Ghosting in Freundschaften: Und plötzlich war sie weg

Anika Schulz
23.9.2025

Meine letzte Whatsapp-Nachricht kam nie bei ihr an. Und seitdem frage ich mich: Was ist passiert? Eine Expertin gibt Aufschluss.

Ich: «Es ist besser, wenn wir eine Pause machen. Wir werden uns nicht einig.» – Sie: «Ja, sehe ich auch so.» Zack, aufgelegt. Das war das Letzte, was ich von meiner Freundin gehört habe. Drei Tage später war ihr Profilbild auf Whatsapp verschwunden.

Seitdem bin ich ratlos: Hat sie mich jetzt wirklich wegen eines Streits blockiert? Oder war ihre Reaktion vielleicht doch absehbar? Denn bereits vor dem großen Knall hatte sich unsere Freundschaft verändert. Sie ging kaum noch ans Telefon, rief selten zurück und beantwortete Text-Nachrichten viel zu oft nur mit einem 👍. Und wenn wir dann doch mal telefonierten, kotzte sie sich über ihren Partner oder den Job aus. Anfangs hörte ich noch geduldig zu und stellte meine Themen hinten an. «Sie hat eine schwierige Phase, das gibt sich wieder», dachte ich. Immerhin kennen wir uns seit Jahren.

Doch nachdem sich ihre «Phase» über Monate zog, begann es in mir zu arbeiten. Auf der einen Seite sorgte ich mich, ob es ihr gut geht. Auf der anderen Seite war ich gefrustet, weil sie mich abwürgte. Unsere Freundschaft war in Schieflage geraten.

(K)ein klärendes Gespräch

Ich überlegte lange, wie ich meine Gefühle ansprechen soll. Als ich es dann tat, gerieten wir sofort aneinander. «Ich wünsche mir, dass du dir wieder mehr Zeit für unsere Freundschaft nimmst. Geht das?», fragte ich. Sie blockte ab, machte mir Vorwürfe. «Das ist echt egoistisch von dir. Ich habe schon so viel um die Ohren und jetzt kommst du damit.» Bäm. Ich fühlte mich überrumpelt, verstand noch weniger. Das Ende des Gesprächs hast du bereits im ersten Absatz gelesen.

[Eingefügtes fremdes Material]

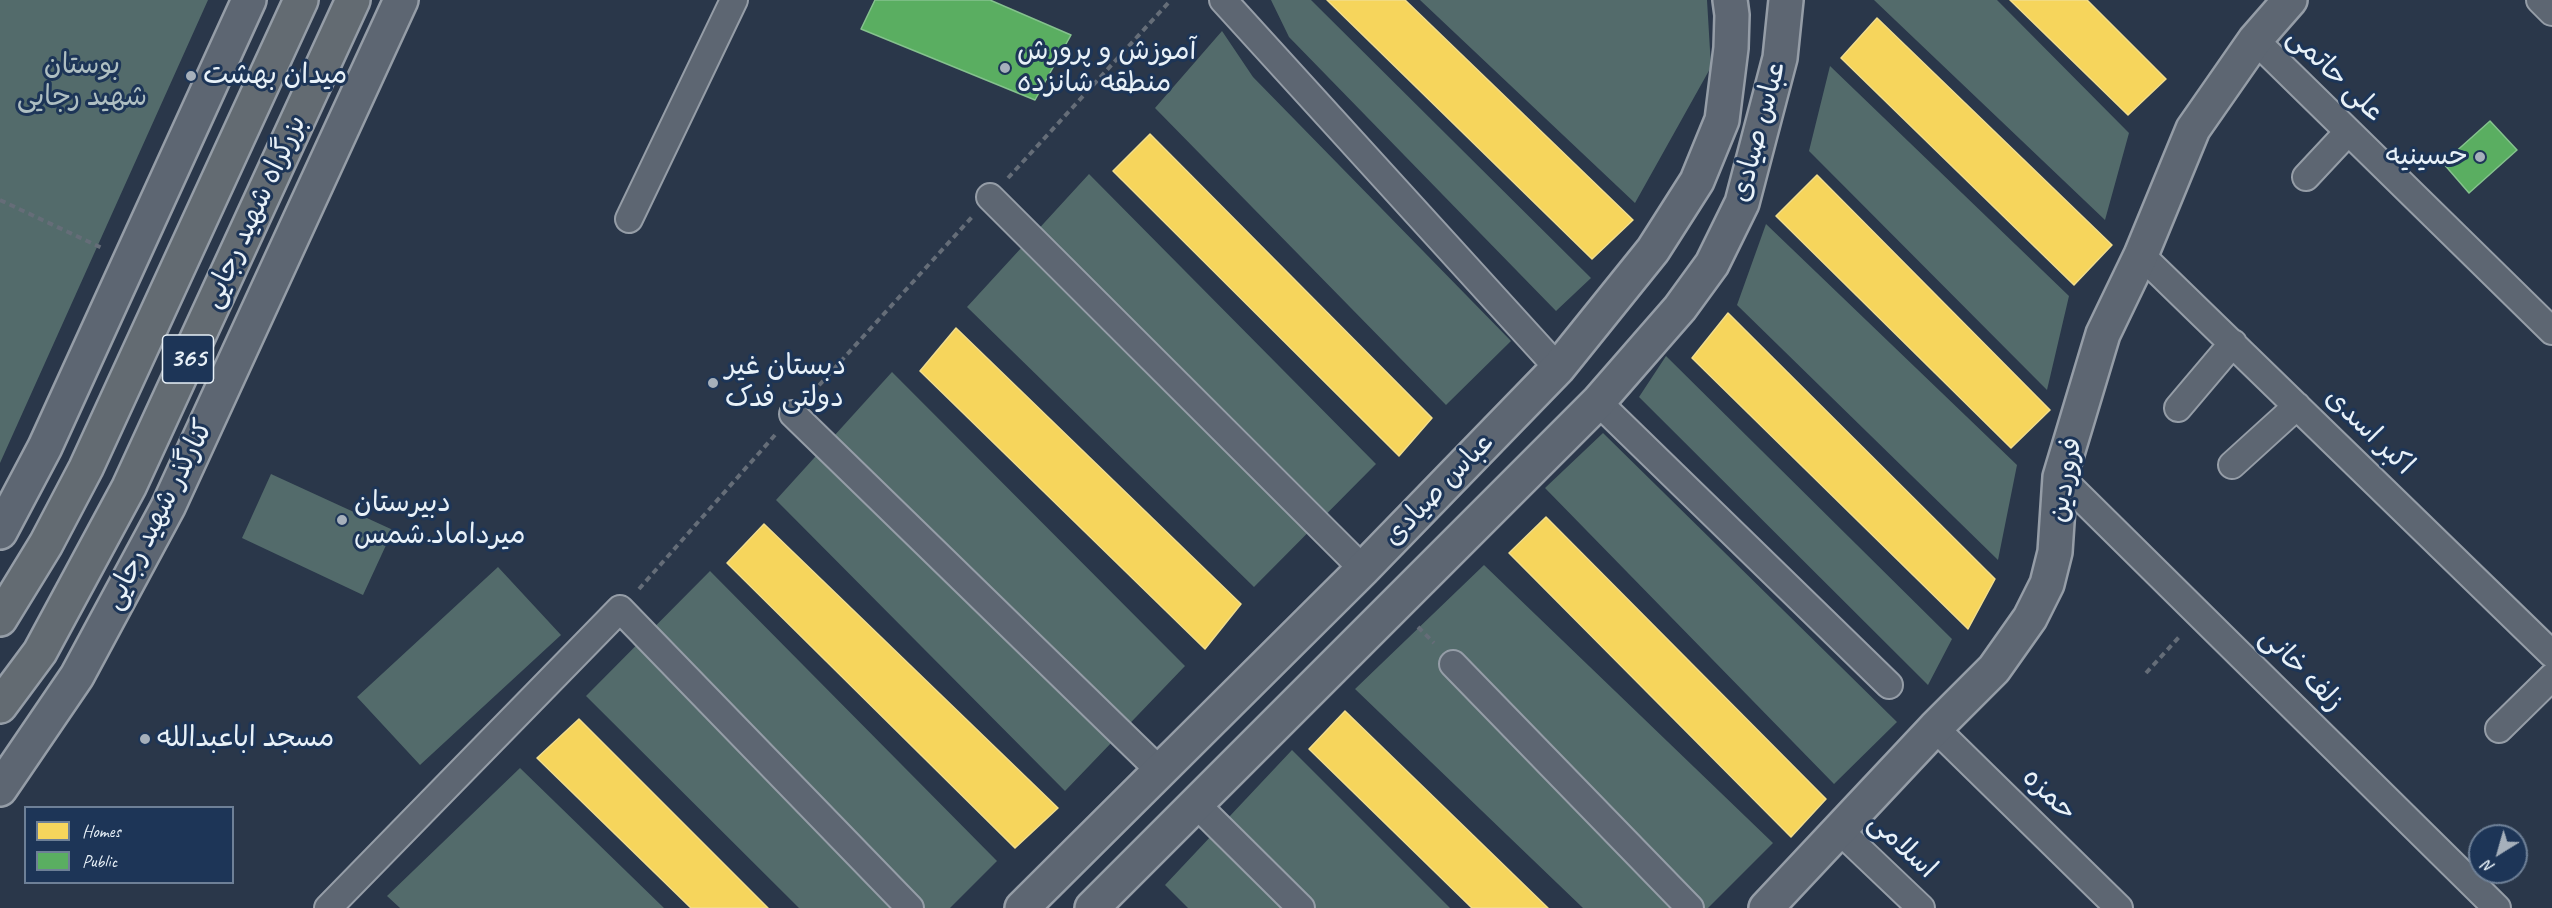 <!DOCTYPE html>
<html>
<head>
<meta charset="utf-8">
<style>
  body { margin:0 }
  #map { position:relative; width:2552px; height:908px; overflow:hidden; background:#2a374a; font-family:Caveat,sans-serif }
  canvas { display:block }
  .legend { position:absolute; left:24px; top:806px; width:210px; height:78px; box-sizing:border-box; background:#1d3557; border:2px solid #6e8097; margin:0; padding:8px 10px; list-style:none; font-size:18px; color:#e8f1f8 }
  .legend li { display:flex; align-items:center; gap:12px; height:30px }
  .legend b { width:30px; border:2px solid #6e8097 }
  .north { position:absolute; left:2468px; top:824px; width:60px; height:60px; box-sizing:border-box; background:#1d3557; border:2px solid #6e8097; border-radius:50%; rotate:217deg; font-size:16px; font-weight:700; line-height:24px; text-align:center; color:#e8f1f8 }
  .north::after { content:''; display:block; margin:auto; width:21px; height:27px; background:#a6b0bb; clip-path:polygon(50% 0,100% 100%,50% 72%,0 100%) }
</style>
</head>
<body>
<div id="map">
<canvas width="2552" height="908"></canvas>
<ul class="legend">
<li><b style="height:16px;background:#f6d55c"></b>Homes</li>
<li><b style="height:16px;background:#5aae61"></b>Public</li>
</ul>
<div class="north">N</div>
</div>
<script>
const ctx = document.querySelector('canvas').getContext('2d');
ctx.lineJoin = 'round';
function paint(path, color) { ctx.fillStyle = color; ctx.fill(path, 'evenodd'); }
function trace(path, color, width, dash) { ctx.strokeStyle = color; ctx.lineWidth = width; ctx.lineCap = dash ? 'butt' : 'round'; ctx.setLineDash(dash || []); ctx.stroke(path); }
function label(font, color, halo, rows, align = 'center') {
  ctx.font = font + ' Caveat,"Playpen Sans Arabic",sans-serif'; ctx.lineWidth = 6; ctx.setLineDash([]); ctx.textBaseline = 'middle'; ctx.strokeStyle = halo; ctx.fillStyle = color; for (const [text, x, y, turn = 0] of rows) {
    ctx.save(); ctx.translate(x, y); ctx.rotate((+turn || 0) * Math.PI / 180); ctx.textAlign = isNaN(turn) ? turn : align; if (halo) ctx.strokeText(text, 0, 0); ctx.fillText(text, 0, 0); ctx.restore();
  }
}
const green = new Path2D(`
  M0,0H208L0,463Z
  M1271,0H1311L1591,278L1556,311L1289,37Z
  M1420,0H1707L1711,67L1635,203Z
  M1874,0H1997L2129,133L2105,220Z
  M1222,31L1253,77L1511,341L1446,405L1155,108Z
  M1830,66L2069,296L2047,390L1809,151Z
  M1089,174L1376,464L1254,587L967,307Z
  M1766,224L2017,465L1998,560L1737,305Z
  M1666,356L1952,639L1928,685L1639,397Z
  M892,372L1185,666L1065,791L776,500Z
  M1603,433L1897,722L1834,784L1545,488Z
  M271,474L393,530L363,595L242,538Z
  M1484,565L1773,843L1708,908H1583L1355,689Z
  M498,567L561,635L420,765L357,697Z
  M710,571L997,861L950,908H799L586,696Z
  M1292,750L1450,908H1188L1165,885Z
  M520,768L664,908H400L387,896Z`);
const homes = new Path2D(`
  M1327,0H1405L1633,220L1592,259Z
  M2010,0H2087L2166,79L2128,115Z
  M1877,18L2112,245L2074,285L1841,58Z
  M1150,134L1432,418L1399,456L1113,171Z
  M1817,175L2050,410L2011,448L1776,216Z
  M1728,313L1995,579L1968,629L1692,358Z
  M956,328L1241,604L1205,649L920,371Z
  M1546,517L1826,799L1791,837L1509,553Z
  M764,524L1058,808L1015,848L727,563Z
  M1345,711L1548,908H1472L1309,749Z
  M579,719L768,908H691L537,758Z`);
const public = new Path2D(`
  M875,0H990L1071,35L1035,100L861,29Z
  M2490,121L2517,150L2469,193L2443,163Z`);
const path = new Path2D(`
  M1008,178L1171,0
  M0,200L102,248
  M812,393L972,217
  M639,589L775,435
  M1418,627L1434,643
  M2146,673L2181,635`);
const minor = new Path2D(`
  M1223,0L1558,368
  M2540,0L2552,12
  M2255,40L2552,331
  M2306,177L2348,132
  M990,197L1363,569
  M629,219L734,0
  M2141,255L2552,654
  M1598,402L1889,685
  M2178,408L2233,343
  M793,414L1159,770
  M2232,465L2297,406
  M2060,477L2497,908
  M1453,664L1690,908
  M1935,728L2119,908
  M2499,729L2552,677
  M1196,804L1301,908
  M1839,830L1921,908
  M328,908L620,609L910,908`);
const tertiary = new Path2D(`
  M0,532L45,447L249,0
  M0,789L77,676L168,507L401,0
  M1022,908L1363,569L1558,368L1653,250L1697,181L1722,120L1731,48L1732,15L1730,0
  M1092,908L1598,402L1680,308L1712,264L1742,203L1780,58L1786,0
  M1766,908L1935,728L1994,669L2030,618L2047,584L2055,552L2060,477L2103,334L2141,255L2193,129L2255,40L2290,0`);
const trunk = new Path2D(`
  M0,619L46,544L86,468L301,0
  M0,706L40,652L129,487L353,0`);
const markers = [
  [1005,68,6,"#a6b0bb"],
  [191,76,6,"#a6b0bb"],
  [2480,157,6,"#a6b0bb"],
  [713,383,6,"#a6b0bb"],
  [342,520,6,"#a6b0bb"],
  [145,739,6,"#a6b0bb"]
];
const shields = [
  [188,359,51]
];
const shieldNames = [
  ["365",188,359]
];
const poiNames = [
  ["آموزش و پرورش",1017,52],
  ["منطقه شانزده",1017,84],
  ["میدان بهشت",203,76],
  ["حسینیه",2468,157,"right"],
  ["دبستان غیر",725,367],
  ["دولتی فدک",725,399],
  ["دبیرستان",354,504],
  ["میرداماد.شمس",354,536],
  ["مسجد اباعبدالله",157,739]
];
const parkNames = [
  ["بوستان",82,66],
  ["شهید رجایی",82,98]
];
const streetNames = [
  ["علی حاتمی",2335,75,44],
  ["عباس صیادی",1759,132,-75],
  ["بزرگراه شهید رجایی",255,212,-65],
  ["اکبر اسدی",2369,432,44],
  ["فروردین",2066,480,-80],
  ["عباس صیادی",1439,490,-46],
  ["کنارگذر شهید رجایی",159,515,-63],
  ["زلف خانی",2301,670,45],
  ["حمزه",2049,795,44],
  ["اسلامی",1902,846,43]
];
paint(green, '#536b6b');
paint(homes, '#f6d55c');
trace(homes, '#f2dd8b', 1.5);
paint(public, '#5aae61');
trace(public, '#85c28e', 1.5);
trace(minor, '#959da7', 30);
trace(tertiary, '#959da7', 38);
trace(trunk, '#959da7', 38);
trace(path, '#656d78', 4, [6, 4.5]);
trace(minor, '#5d6672', 26);
trace(tertiary, '#5d6672', 33);
trace(trunk, '#636b72', 33);
for (const [x, y, r, color] of markers) { const dot = new Path2D(); dot.arc(x, y, r, 0, 2 * Math.PI); ctx.fillStyle = color; ctx.fill(dot); trace(dot, '#1d3557', 2); }
for (const [x, y, w] of shields) { const box = new Path2D(); box.roundRect(x - w / 2, y - 24, w, 48, 4.5); ctx.fillStyle = '#1d3557'; ctx.fill(box); trace(box, '#e8f1f8', 1.5); }
label('bold 27px', '#e8f1f8', null, shieldNames);
label('28px', '#e8f1f8', '#1d3557', poiNames, 'left');
label('28px', '#afbfc2', '#1d3557', parkNames);
label('28px', '#e8f1f8', '#1d3557', streetNames);
</script>
</body>
</html>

Seitdem ghostet sie mich. Zurück bleiben gemischte Gefühle und viele Fragezeichen. Habe ich was Falsches gesagt? Mag sie mich schon länger nicht mehr? Was ist überhaupt los? Bevor ich mich in Spekulationen über das «Warum» verliere, begebe ich mich auf wissenschaftliche Spurensuche.

Das sagt die Wissenschaft

Spätestens seit Tinder & Co. ist Ghosting nichts Neues. Wer kein zweites Date möchte, meldet sich einfach nicht mehr. Was hingegen Ghosting in Freundschaften angeht, hat die Universität Wien eine Studie veröffentlicht. Und die Ergebnisse bringen mich zum Nachdenken. In der Studie heißt es: «Menschen mit hohem Selbstwert neigen eher dazu, ihre Freunde zu ghosten.» Überlastung oder depressive Tendenzen spielen hingegen nur eine untergeordnete Rolle. Das überrascht mich, denn bisher dachte ich, dass nur konfliktscheue Menschen ohne Vorwarnung den Kontakt kappen.

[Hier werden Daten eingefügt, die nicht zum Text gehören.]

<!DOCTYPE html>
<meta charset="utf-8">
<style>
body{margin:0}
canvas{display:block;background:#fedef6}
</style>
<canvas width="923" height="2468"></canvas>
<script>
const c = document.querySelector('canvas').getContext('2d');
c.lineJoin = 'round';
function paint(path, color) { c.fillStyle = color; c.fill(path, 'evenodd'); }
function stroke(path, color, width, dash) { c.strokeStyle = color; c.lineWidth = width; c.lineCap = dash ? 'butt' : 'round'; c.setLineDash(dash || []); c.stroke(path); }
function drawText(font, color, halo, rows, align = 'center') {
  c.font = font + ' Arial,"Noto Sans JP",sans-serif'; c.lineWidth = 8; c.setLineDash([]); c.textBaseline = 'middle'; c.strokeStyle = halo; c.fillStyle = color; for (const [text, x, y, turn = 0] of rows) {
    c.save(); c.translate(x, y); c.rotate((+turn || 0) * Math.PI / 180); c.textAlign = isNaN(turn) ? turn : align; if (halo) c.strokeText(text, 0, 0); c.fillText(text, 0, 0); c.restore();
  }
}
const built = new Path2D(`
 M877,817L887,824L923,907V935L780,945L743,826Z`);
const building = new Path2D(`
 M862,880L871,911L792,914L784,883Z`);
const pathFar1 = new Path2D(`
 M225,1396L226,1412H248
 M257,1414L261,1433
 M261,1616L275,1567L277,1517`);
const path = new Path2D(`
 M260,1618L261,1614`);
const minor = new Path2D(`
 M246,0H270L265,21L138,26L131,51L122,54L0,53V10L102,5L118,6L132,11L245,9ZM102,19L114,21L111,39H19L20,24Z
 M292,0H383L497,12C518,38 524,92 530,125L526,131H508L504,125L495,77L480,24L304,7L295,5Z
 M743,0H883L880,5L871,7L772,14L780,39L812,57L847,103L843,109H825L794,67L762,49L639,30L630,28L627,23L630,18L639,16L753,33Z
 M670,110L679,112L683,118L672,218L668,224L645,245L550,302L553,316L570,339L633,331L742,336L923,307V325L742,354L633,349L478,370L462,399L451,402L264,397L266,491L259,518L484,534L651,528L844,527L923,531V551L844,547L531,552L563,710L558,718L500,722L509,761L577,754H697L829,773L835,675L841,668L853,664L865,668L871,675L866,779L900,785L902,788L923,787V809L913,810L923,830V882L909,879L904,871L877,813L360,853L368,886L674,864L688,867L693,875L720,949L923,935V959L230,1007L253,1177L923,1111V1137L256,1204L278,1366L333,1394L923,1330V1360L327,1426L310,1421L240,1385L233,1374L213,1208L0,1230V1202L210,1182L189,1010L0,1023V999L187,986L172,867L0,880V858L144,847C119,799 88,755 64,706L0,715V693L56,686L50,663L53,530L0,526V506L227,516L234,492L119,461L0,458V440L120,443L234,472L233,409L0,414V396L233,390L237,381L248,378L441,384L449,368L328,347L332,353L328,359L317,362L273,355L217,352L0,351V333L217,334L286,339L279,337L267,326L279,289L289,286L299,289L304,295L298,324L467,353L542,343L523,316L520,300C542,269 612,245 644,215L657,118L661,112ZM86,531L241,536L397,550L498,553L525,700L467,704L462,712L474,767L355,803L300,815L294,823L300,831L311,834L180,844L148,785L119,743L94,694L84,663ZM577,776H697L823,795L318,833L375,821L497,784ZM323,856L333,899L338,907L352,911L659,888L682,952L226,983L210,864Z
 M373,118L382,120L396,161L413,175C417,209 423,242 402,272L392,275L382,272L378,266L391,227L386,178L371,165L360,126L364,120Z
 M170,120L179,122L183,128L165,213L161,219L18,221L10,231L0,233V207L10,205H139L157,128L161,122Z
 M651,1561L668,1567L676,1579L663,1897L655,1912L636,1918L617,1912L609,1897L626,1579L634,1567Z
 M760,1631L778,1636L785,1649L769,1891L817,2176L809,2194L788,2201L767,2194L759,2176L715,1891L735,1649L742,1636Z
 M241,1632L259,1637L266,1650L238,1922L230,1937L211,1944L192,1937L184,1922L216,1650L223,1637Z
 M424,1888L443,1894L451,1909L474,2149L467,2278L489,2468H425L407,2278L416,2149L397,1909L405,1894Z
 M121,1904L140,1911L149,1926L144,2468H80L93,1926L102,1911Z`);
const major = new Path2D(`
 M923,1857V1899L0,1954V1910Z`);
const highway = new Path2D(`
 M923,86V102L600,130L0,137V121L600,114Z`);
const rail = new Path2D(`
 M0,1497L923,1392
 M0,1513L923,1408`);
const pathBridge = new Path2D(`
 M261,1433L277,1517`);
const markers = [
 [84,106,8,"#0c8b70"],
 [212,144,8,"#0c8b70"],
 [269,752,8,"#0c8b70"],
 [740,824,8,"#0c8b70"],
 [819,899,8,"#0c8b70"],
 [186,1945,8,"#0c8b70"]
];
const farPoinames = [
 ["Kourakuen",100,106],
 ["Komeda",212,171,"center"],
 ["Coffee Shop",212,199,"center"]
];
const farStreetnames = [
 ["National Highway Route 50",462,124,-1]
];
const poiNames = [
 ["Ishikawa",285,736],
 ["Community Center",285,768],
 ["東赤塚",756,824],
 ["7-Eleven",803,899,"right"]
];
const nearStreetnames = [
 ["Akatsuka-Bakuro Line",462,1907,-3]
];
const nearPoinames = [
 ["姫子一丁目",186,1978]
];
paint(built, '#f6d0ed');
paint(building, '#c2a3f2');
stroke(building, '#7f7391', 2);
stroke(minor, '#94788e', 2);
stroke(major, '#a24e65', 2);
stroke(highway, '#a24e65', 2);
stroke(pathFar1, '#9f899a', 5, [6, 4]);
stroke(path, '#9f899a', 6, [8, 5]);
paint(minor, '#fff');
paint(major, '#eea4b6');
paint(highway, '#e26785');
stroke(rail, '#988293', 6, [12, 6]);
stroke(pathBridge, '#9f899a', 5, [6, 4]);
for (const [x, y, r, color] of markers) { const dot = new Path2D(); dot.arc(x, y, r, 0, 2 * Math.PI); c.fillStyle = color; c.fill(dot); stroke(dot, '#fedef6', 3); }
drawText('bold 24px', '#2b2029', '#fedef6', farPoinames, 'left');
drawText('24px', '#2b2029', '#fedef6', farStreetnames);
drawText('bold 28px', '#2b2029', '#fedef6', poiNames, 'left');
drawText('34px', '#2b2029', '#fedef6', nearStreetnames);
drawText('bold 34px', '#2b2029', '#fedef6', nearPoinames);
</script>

Also spreche ich mit der Autorin der Studie, Michaela Forrai, um das Erlebnis mit meiner Freundin besser einordnen zu können. «Ghosting kann eine bewusste und aktive Entscheidung sein. Nachrichten können aber zum Beispiel auch einfach vergessen oder auf später verschoben werden. Vergeht dann zu viel Zeit, traut man sich mitunter nicht mehr, ‹zu spät› zu antworten», erklärt Forrai. «Was davon es ist, weiß man als geghostete Person meist nicht. Genau diese Ungewissheit macht den Umgang damit so schwierig.»

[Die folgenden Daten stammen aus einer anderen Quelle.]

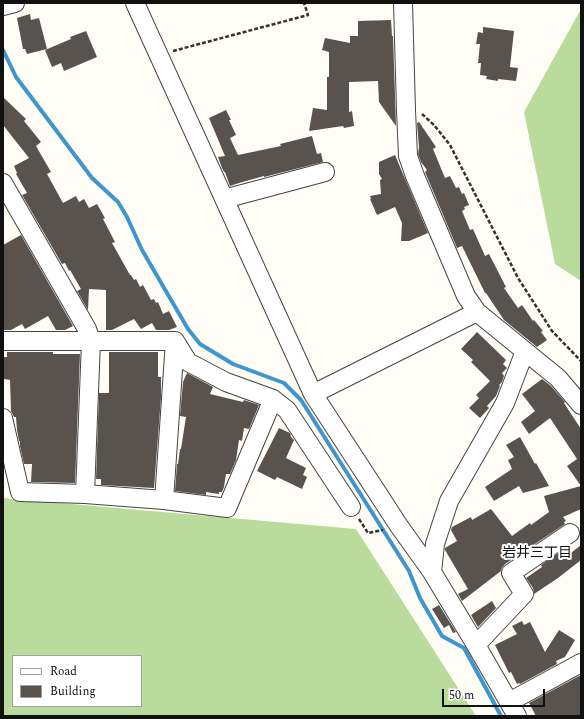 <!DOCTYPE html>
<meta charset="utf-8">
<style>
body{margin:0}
#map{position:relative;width:584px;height:719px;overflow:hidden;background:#fffdf5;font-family:Spectral,serif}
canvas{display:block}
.frame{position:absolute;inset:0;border:4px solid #111;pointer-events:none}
.legend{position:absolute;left:12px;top:655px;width:130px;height:52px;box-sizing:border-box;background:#fff;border:1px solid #a0a0a0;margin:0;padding:5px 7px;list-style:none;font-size:12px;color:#111}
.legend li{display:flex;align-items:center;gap:8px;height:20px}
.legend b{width:20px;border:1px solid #a0a0a0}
.scale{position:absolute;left:442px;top:689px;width:103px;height:18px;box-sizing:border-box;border:2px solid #111;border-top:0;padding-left:5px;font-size:12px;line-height:14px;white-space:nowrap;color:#111;-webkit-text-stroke:3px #fff;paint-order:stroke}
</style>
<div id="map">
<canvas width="584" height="719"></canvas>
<div class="frame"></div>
<ul class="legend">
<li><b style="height:5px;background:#fff"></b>Road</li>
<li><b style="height:11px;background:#5a524d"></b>Building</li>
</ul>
<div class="scale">50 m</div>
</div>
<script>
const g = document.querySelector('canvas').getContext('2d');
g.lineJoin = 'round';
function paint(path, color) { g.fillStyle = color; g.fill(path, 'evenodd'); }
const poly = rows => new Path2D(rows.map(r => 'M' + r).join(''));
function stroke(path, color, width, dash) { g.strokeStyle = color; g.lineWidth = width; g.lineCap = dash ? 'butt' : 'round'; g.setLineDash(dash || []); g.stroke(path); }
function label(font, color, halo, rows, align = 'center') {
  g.font = font + ' Spectral,"Noto Sans JP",serif'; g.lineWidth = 4; g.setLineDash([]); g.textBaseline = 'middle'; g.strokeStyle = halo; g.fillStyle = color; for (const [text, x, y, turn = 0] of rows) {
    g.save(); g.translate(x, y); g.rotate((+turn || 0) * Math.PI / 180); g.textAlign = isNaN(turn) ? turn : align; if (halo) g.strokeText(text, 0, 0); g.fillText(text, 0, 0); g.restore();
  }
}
const forest = poly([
 [581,9,581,281,555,264,524,112],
 [3,498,356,529,476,716,3,716],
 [13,656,141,656,141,706,13,706]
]);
const stream = poly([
 [3,50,16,77,92,178,118,202,127,217,142,250,188,329,200,344,233,364,284,383,301,400,409,571,420,598,442,636,464,648,501,716]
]);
const building = poly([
 [30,14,31,20,39,18,47,49,27,54,25,49,23,49,17,18],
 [391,20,392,36,393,36,396,126,379,102,378,81,349,82,349,112,352,111,354,126,344,128,343,126,309,131,313,108,327,110,327,77,329,77,329,52,322,50,325,38,350,43,350,36,358,36,358,21],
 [483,27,514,31,510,67,518,68,516,81,498,79,498,81,486,79,487,76,480,75,481,63,478,63,480,44,476,44,478,32,483,33],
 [86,31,97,57,64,71,61,63,52,67,45,50,71,39,70,37],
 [3,97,26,119,24,121,41,142,36,146,51,172,47,174,63,203,76,196,79,202,84,199,89,208,97,204,105,218,103,219,115,242,112,243,130,275,131,275,134,280,136,279,140,287,143,285,151,300,154,299,156,303,158,302,163,314,169,311,177,327,169,330,156,330,152,323,141,329,134,319,112,330,106,330,106,290,89,289,88,310,77,291,81,289,70,270,69,271,65,263,62,264,22,195,27,193,16,174,17,173,14,166,29,158,3,125],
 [226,110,231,120,229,120,236,135,230,138,238,155,281,146,280,144,312,136,317,154,321,153,323,162,264,177,264,176,239,183,230,186,225,172,224,172,222,168,218,157,225,156,209,118],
 [419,122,436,147,433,149,445,178,450,176,456,188,459,187,462,194,464,193,469,205,464,207,465,209,462,211,470,230,473,229,485,256,489,254,506,287,504,288,518,308,522,305,533,321,534,320,543,331,541,332,547,340,537,347,504,320,486,293,485,293,462,246,457,248,425,172,427,170,421,162,418,154,419,147,417,123],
 [395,155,428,233,409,241,401,241,402,223,395,207,377,215,370,199,371,199,370,196,381,194,380,180,382,179,379,174,379,162],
 [21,235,73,326,65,330,56,330,48,316,25,329,22,324,11,330,3,330,3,245],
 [477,332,506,360,503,364,507,368,502,373,504,376,502,382,499,385,500,386,496,396,487,406,489,408,480,418,469,408,479,398,476,395,490,381,471,362,473,360,461,349],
 [7,352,53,352,53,354,80,354,75,483,31,482,32,464,24,464,20,446,20,441,19,441,17,430,16,417,14,417,11,411,10,380,4,379,4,371,3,371,3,357,7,357],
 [109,352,158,352,158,377,161,377,161,397,154,488,101,485,101,479,96,479,99,393,109,393],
 [187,373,213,387,210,394,243,402,244,400,259,405,249,429,244,428,242,441,239,440,236,460,230,474,226,474,224,487,222,492,219,492,219,494,206,492,206,495,175,491,177,464,178,464,180,449,181,449,186,417,180,416,183,382],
 [542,379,551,386,565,402,564,403,581,429,581,509,563,517,566,521,564,522,565,524,505,564,502,568,501,571,462,601,458,594,468,589,445,550,445,548,457,541,451,530,452,527,471,517,472,520,491,509,512,536,530,523,531,525,549,512,544,496,581,486,567,466,577,459,550,418,529,434,521,422,535,411,522,394],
 [279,428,290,433,291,437,294,440,286,458,306,468,303,475,307,477,302,489,277,477,275,480,257,471],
 [520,437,535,464,536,463,549,486,523,493,519,486,494,501,485,487,512,469,508,460,514,457,506,445],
 [581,545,581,560,558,578,534,594,533,588,526,578,542,567,541,565,560,552,563,555,565,554,567,556],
 [492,601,496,608,480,625,478,627,471,615],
 [439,605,456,632,453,633,449,625,444,628,432,609],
 [522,621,524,625,530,622,545,652,559,630,575,640,565,657,556,661,557,664,520,684,519,683,517,684,511,672,509,673,495,645,517,634,512,626],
 [581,675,581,716,536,716,529,703]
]);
const path = poly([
 [173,51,308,15,304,3],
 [422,114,434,125,450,145,518,278,552,331,581,361],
 [359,519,368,533,383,530]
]);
const minor = poly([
 [135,3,313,394,399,526,432,572,476,645,517,716],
 [403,3,406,110,408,156,415,176,466,296,477,312,558,378,581,405],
 [3,6,15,3],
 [3,183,87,329,91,341,85,494],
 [224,199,325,172],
 [3,341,175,341,188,362,226,382,273,399,287,410,351,507],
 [313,394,477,312],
 [3,418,20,492,85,494,164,500,227,508,273,399],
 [164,500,175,341],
 [432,572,435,544,449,501,505,403,525,351],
 [476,645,524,594,511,573,570,533],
 [509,702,581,663]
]);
const neighbourhoodNames = [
 ["岩井三丁目",537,554]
];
paint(forest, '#b9dc9c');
stroke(stream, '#3f96cf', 4);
paint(building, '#5a524d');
stroke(minor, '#444', 20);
stroke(path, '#333', 2.5, [4, 2]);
stroke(minor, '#fff', 18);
label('14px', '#111', '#fff', neighbourhoodNames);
</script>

Dass meine Freundin sich nicht getraut hat, verspätet zu antworten, kann ich mir nicht vorstellen. Das passt einfach nicht zu ihr. Außerdem hat sie mich geblockt. Hatte sie also schlichtweg keinen Bock mehr auf mich? Das würde ja heißen, dass wir beide dasselbe Gefühl teilen: nämlich, dass unser alter Modus nicht mehr funktioniert. Aber warum konnten wir dann nicht darüber sprechen? Forrai: «Ghosting kann zunächst wie der easy way out wirken. Personen mit einem hohen Selbstwertgefühl ghosten öfter und verzeihen sich allgemein auch eher selbst. Vielleicht nehmen sie deshalb die Konsequenzen für die Geghosteten eher in Kauf – diese fühlen sich oft traurig und grübeln.»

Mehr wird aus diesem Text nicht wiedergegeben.